After leaving Catherine's Palace, we walked about 5-10 minutes to Alexander's Palace which we had previously passed in the car. It was built between 1792 and 1796, commissioned by Catherine the Great for her favorite grandson, Grand Duke Alexander Pavlovich, the future emperor Alexander I of Russia. commissioned by Catherine the Great for her favorite grandson, Grand Duke Alexander Pavlovich, the future emperor Alexander I of Russia. This was the favorite residence of the last Russian Emperor, Nicholas II, and his family and their initial place of imprisonment after the revolution that overthrew the Romanov dynasty in early 1917. Not long after the departure of the Romanovs for Siberia, a museum was established within the Alexander Palace. It operated until the beginning of the Second World War. At the beginning of the war, the most valuable furnishings were evacuated to the interior of the country. The remaining parts of the collection were hidden in the basement. During the Nazi German occupation, the palace was used as headquarters for the German military command. The area in front of the palace was turned into a cemetery for SS soldiers. The palace has been undergoing renovations which are not yet finished and is now an exhibition space dedicated to the final years of Tsarist Russia. This was a palace dedicated to a very different time of Russian history than any place I had visited.
After we returned to the amber gift shop and I bought a necklace (given a small discount as I am Boris' cousin) and then I bought a scarf I had seen at a street vendor the first time I was there and really liked. We walked and looked at the street vendors and then thought we should get back to the train station.

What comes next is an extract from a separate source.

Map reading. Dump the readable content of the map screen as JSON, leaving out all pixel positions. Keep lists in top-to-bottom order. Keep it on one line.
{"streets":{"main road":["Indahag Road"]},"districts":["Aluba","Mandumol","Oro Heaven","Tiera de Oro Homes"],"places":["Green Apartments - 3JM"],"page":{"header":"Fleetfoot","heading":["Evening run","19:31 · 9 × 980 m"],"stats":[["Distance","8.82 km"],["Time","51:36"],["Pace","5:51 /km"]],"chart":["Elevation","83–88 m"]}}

We had been given a bus number by the woman in the amber workshop. We got on a bus (wrong number) and when we realized that Michael got out his phone with the GPS to see if we were going anywhere near the train station and it turned out the bus dropped us off right in front of the station. A very nice woman showed us where to buy tickets and where to get on the train. Our ride back was seamless although we had some entertainment from a woman playing the guitar and singing.

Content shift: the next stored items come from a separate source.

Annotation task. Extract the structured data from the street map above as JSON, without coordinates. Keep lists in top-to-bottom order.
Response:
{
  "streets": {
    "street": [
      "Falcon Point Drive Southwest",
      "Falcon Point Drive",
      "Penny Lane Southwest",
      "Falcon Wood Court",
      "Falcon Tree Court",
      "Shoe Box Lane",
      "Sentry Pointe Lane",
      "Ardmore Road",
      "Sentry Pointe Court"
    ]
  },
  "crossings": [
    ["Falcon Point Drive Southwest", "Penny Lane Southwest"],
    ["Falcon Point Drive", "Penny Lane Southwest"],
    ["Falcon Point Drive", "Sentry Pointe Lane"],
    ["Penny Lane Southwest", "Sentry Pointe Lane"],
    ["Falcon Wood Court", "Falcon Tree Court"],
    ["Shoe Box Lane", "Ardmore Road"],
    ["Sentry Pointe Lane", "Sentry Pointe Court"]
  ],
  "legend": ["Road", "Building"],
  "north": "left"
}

We ended up at the same train station we had left from earlier in the day, but this time had some time to look at the station Vitebsky Volzal. This was Russia's first train station opening in 1837 with the first route being the one we had just taken from St. Petersburg to Pushkin. The décor which it is easy to look past is quite rich and opulent. We then walked to the restaurant we had chosen for the evening which was in the general vicinity (that would mean within a mile) of the train station, Khochu Kharcho . This was a fun restaurant that serves Georgian food. It is fairly large with the bar on the first floor and the restaurant on the second. We sat in the non-smoking section and were next to the open part of the kitchen where the shashlik was grilled. The counter next to our table had a chef who was making something out of dough, possibly khachapouri, and then putting it in a big oven that looked something like a tandoori. It was fun watching the kitchen and then eating the food as well. There was live entertainment with a small band and a female vocalist.
Once finished I deferred to Michael to find us the closest bus stop and bus that would get us back to the hotel and he lived up to the task.